## PROBLEM STATEMENT
Once the pictures are removed, restate the listing word for word.

━━━━━━━━━━

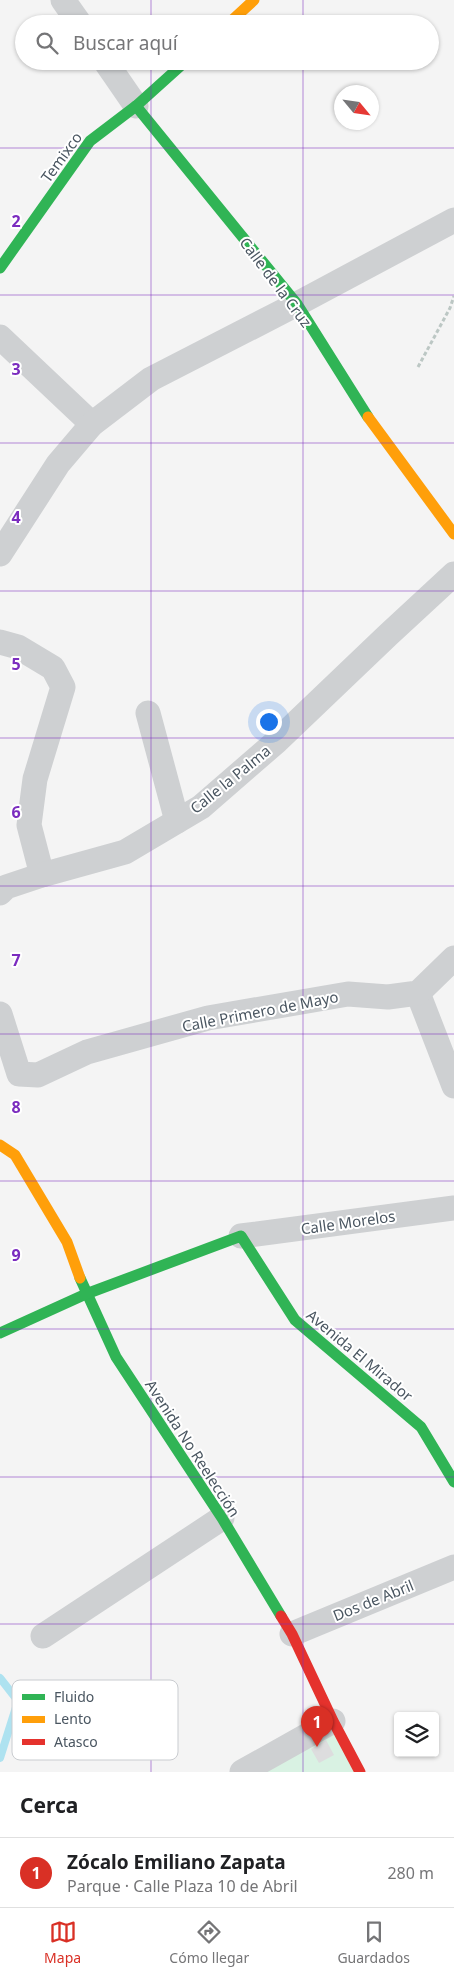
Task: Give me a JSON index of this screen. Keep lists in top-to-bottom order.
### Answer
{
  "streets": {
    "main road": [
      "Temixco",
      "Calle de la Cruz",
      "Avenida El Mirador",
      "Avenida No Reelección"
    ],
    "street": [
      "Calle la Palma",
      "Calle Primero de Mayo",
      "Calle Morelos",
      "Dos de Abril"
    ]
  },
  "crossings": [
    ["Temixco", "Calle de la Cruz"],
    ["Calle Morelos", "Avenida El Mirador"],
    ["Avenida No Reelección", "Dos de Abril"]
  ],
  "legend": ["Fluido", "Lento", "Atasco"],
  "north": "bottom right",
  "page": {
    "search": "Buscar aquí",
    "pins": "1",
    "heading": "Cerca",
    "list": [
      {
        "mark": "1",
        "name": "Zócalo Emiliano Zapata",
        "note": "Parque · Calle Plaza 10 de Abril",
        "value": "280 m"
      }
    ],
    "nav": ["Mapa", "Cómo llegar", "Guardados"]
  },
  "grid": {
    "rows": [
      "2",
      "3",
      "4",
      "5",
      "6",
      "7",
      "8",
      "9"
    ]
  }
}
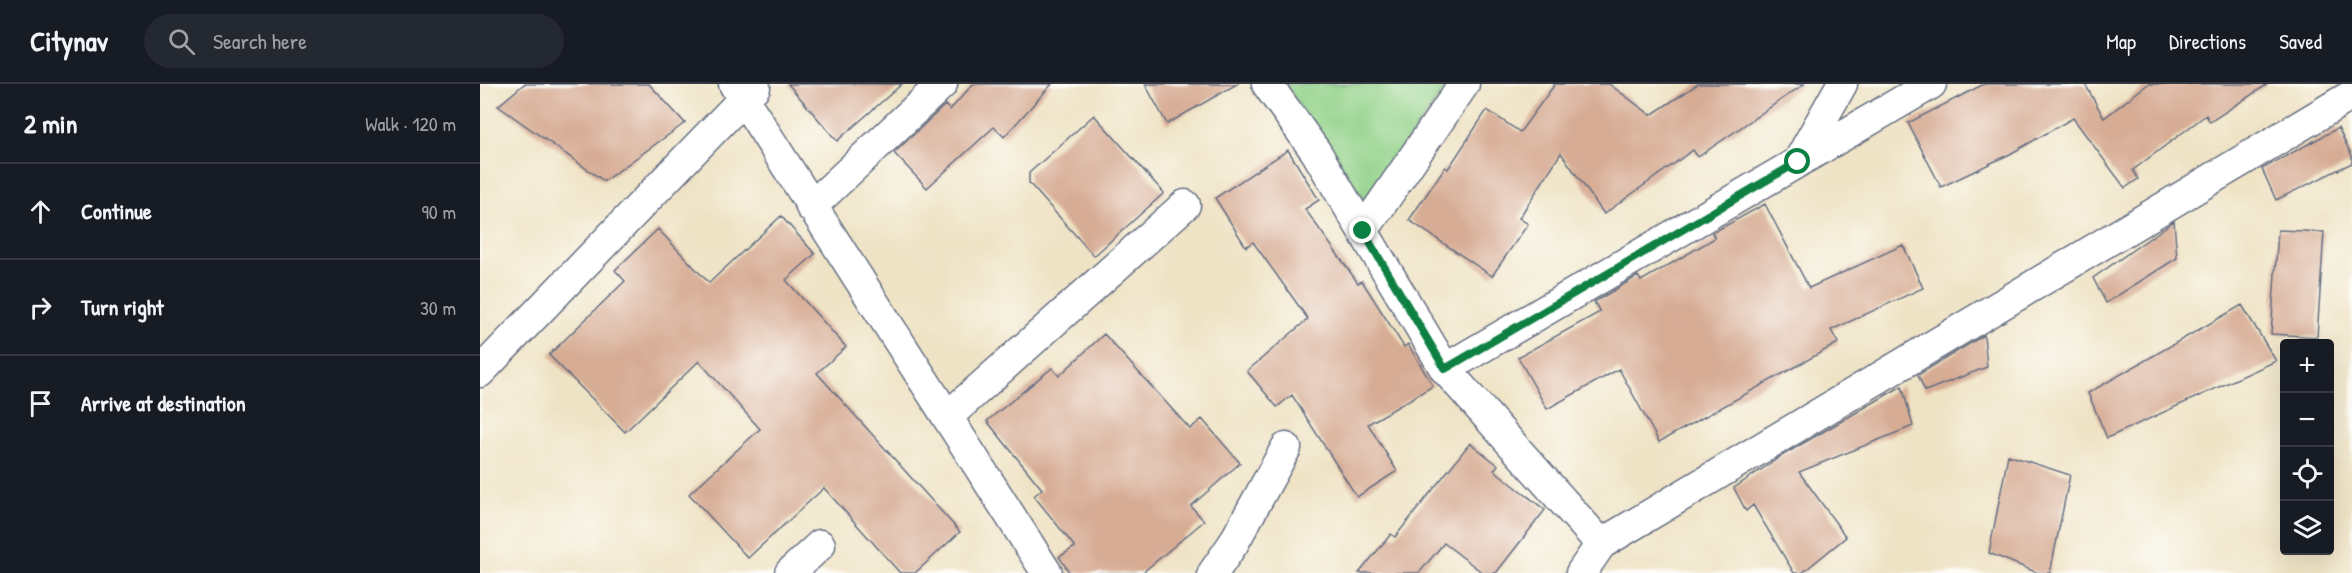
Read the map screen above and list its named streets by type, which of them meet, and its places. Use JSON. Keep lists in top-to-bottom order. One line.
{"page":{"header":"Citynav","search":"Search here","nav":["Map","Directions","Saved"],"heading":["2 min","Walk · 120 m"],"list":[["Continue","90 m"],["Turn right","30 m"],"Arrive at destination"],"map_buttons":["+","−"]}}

━━━━━━━━━━

## REPLY TO THE TASK
Task: Give me a JSON index of this screen. Keep lists in top-to-bottom order.
### Answer
{
  "streets": {
    "main road": [
      "Temixco",
      "Calle de la Cruz",
      "Avenida El Mirador",
      "Avenida No Reelección"
    ],
    "street": [
      "Calle la Palma",
      "Calle Primero de Mayo",
      "Calle Morelos",
      "Dos de Abril"
    ]
  },
  "crossings": [
    ["Temixco", "Calle de la Cruz"],
    ["Calle Morelos", "Avenida El Mirador"],
    ["Avenida No Reelección", "Dos de Abril"]
  ],
  "legend": ["Fluido", "Lento", "Atasco"],
  "north": "bottom right",
  "page": {
    "search": "Buscar aquí",
    "pins": "1",
    "heading": "Cerca",
    "list": [
      {
        "mark": "1",
        "name": "Zócalo Emiliano Zapata",
        "note": "Parque · Calle Plaza 10 de Abril",
        "value": "280 m"
      }
    ],
    "nav": ["Mapa", "Cómo llegar", "Guardados"]
  },
  "grid": {
    "rows": [
      "2",
      "3",
      "4",
      "5",
      "6",
      "7",
      "8",
      "9"
    ]
  }
}
Read the map screen above and list its named streets by type, which of them meet, and its places. Use JSON. Keep lists in top-to-bottom order. One line.
{"page":{"header":"Citynav","search":"Search here","nav":["Map","Directions","Saved"],"heading":["2 min","Walk · 120 m"],"list":[["Continue","90 m"],["Turn right","30 m"],"Arrive at destination"],"map_buttons":["+","−"]}}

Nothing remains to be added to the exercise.